On the talent front, Seruma, himself a native of Uganda, finds hope in the return of people who were once counted as drops in the brain drain. “The African diaspora is huge,” he says. “Well educated people are going back. Employment in the developed markets is not that good anymore, and Africa is growing. Local talent is moving back.”

Investors are also worried about their “exit strategies,” a euphemism for how they expect to realise returns on their investments. After all, these are profit-seeking capitalists, not philanthropists.

Venture capitalists like Jeromin sometimes look to larger private equity firms to buy their stakes as their protégés grow. Another option is known as a “trade sale,” selling all or part of a firm to a muscular multinational company looking to expand. Potential buyers could include major players in neighbouring countries seeking cross-border expansion to take advantage of the liberalised flow of goods and services within regional trade blocs.

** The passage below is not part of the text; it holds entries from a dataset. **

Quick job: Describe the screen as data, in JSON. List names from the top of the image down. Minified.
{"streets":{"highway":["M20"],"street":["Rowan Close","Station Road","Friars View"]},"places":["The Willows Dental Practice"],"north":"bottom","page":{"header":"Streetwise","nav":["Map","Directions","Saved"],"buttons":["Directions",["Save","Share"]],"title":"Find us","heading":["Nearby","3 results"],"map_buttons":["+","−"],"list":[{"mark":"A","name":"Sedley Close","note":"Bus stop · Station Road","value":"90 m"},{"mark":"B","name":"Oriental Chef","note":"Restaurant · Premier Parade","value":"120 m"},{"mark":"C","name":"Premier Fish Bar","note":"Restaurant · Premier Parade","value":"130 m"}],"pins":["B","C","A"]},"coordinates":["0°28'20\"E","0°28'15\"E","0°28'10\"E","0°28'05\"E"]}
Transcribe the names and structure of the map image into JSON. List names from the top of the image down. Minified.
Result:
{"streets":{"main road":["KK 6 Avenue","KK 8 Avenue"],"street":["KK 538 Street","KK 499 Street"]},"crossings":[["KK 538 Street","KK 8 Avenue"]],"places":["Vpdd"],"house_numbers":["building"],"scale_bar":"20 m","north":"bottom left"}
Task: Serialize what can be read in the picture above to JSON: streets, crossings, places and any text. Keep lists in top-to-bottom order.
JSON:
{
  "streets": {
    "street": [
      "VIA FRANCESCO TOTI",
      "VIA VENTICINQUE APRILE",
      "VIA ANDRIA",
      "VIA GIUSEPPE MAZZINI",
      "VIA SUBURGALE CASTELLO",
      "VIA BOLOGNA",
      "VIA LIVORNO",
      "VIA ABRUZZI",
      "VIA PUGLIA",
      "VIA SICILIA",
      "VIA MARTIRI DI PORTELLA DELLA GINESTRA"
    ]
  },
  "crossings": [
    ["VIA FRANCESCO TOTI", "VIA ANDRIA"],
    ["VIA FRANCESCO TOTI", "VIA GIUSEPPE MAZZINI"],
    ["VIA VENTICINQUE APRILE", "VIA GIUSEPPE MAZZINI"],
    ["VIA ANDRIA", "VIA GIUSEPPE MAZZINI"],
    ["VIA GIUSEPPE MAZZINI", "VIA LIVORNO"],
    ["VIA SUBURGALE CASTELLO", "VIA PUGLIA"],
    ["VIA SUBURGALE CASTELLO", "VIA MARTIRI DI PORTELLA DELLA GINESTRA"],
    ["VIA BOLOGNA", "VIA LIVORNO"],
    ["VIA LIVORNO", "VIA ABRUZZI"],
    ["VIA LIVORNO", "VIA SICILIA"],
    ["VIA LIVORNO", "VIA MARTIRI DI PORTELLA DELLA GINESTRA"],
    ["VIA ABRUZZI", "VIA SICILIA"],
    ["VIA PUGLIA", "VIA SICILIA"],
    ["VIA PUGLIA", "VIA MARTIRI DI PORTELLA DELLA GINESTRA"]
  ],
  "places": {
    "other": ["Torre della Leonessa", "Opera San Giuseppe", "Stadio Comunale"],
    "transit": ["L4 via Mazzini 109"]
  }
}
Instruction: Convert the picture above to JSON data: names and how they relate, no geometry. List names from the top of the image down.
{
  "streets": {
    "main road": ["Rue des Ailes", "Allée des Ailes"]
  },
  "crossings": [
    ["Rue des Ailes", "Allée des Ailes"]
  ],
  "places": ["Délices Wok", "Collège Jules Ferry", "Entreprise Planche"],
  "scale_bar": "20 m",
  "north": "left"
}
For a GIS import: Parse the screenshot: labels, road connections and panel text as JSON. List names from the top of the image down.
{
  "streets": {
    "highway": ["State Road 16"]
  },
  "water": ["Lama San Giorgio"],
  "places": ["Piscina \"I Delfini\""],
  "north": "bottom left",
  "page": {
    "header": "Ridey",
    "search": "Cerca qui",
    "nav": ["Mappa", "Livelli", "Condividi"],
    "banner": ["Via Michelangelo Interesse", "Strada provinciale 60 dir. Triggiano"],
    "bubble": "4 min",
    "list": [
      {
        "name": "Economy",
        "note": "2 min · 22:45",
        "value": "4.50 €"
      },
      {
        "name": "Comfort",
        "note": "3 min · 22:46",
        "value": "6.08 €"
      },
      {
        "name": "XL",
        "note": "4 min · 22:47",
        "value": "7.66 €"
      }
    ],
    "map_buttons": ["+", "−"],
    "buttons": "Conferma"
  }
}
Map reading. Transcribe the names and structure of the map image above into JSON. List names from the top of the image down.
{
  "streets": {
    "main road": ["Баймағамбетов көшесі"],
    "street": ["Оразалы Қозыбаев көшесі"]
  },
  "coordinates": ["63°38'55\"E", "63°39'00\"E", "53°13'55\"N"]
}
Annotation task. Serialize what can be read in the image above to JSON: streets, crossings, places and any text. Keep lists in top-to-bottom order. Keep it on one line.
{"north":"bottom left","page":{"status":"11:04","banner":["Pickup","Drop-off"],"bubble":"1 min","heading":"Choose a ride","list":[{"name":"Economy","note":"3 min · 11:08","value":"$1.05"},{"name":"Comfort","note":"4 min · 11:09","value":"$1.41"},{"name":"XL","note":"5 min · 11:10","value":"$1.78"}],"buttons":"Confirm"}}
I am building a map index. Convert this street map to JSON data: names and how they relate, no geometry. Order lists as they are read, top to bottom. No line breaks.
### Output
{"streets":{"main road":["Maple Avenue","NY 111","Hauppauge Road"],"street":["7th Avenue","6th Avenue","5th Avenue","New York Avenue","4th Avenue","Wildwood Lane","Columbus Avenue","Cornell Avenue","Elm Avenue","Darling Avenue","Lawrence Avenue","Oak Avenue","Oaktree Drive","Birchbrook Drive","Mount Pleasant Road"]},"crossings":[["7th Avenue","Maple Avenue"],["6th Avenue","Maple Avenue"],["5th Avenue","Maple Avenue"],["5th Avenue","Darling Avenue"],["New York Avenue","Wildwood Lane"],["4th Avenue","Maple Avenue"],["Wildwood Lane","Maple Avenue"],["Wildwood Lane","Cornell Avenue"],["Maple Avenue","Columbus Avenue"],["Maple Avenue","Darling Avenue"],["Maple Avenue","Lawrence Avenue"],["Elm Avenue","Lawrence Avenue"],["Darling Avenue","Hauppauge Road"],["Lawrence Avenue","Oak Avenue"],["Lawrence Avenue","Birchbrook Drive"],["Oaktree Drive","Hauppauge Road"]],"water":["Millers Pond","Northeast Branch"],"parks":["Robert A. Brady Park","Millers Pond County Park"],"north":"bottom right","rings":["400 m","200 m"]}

Recently the Aureos Southern Africa Fund sold its 49% stake in Zambia’s foremost producer of table eggs, Golden Lay, to the African Agriculture Fund, a private fund managed by Phatisa, which invests in sustainable food businesses across Africa. “This marks a very successful investment and exit for Aureos,” says Ron den Besten, its managing partner. “Golden Lay has made great strides in the last five years. Production capacity has more than doubled as a result of our strategy of investment in new state-of-the-art laying houses, providing the impetus for exponential financial growth during our investment period.”

Few IPOs

One popular exit strategy elsewhere, especially in the US, is the initial public offering (IPO), in which an investor sells at least part of its stake when the company puts its shares up for sale on a stock market. But African stock markets tend to be thin and illiquid, and so IPOs have been relatively rare, although not unheard-of.

Jeromin reaches back into US history for another strategy. “If you go back to the 1800s, before there were liquid markets, investors got their money through dividends. You can set up a preferred-share structure,” in which certain shareholders receive privileged pay-outs.

Private equity is not without its drawbacks. Company owners and entrepreneurs will not always be pleased by pressure they might get from their new partners. And investors may lose interest if their exit strategies prove elusive.

But private equity seems to be starting to fill a void that cannot be handled by banks alone. “For most companies in Africa, raising money means going to the bank,” says David Levin, senior managing partner of Nova Capital Global Markets in New York. “We bring in a different level of financing.”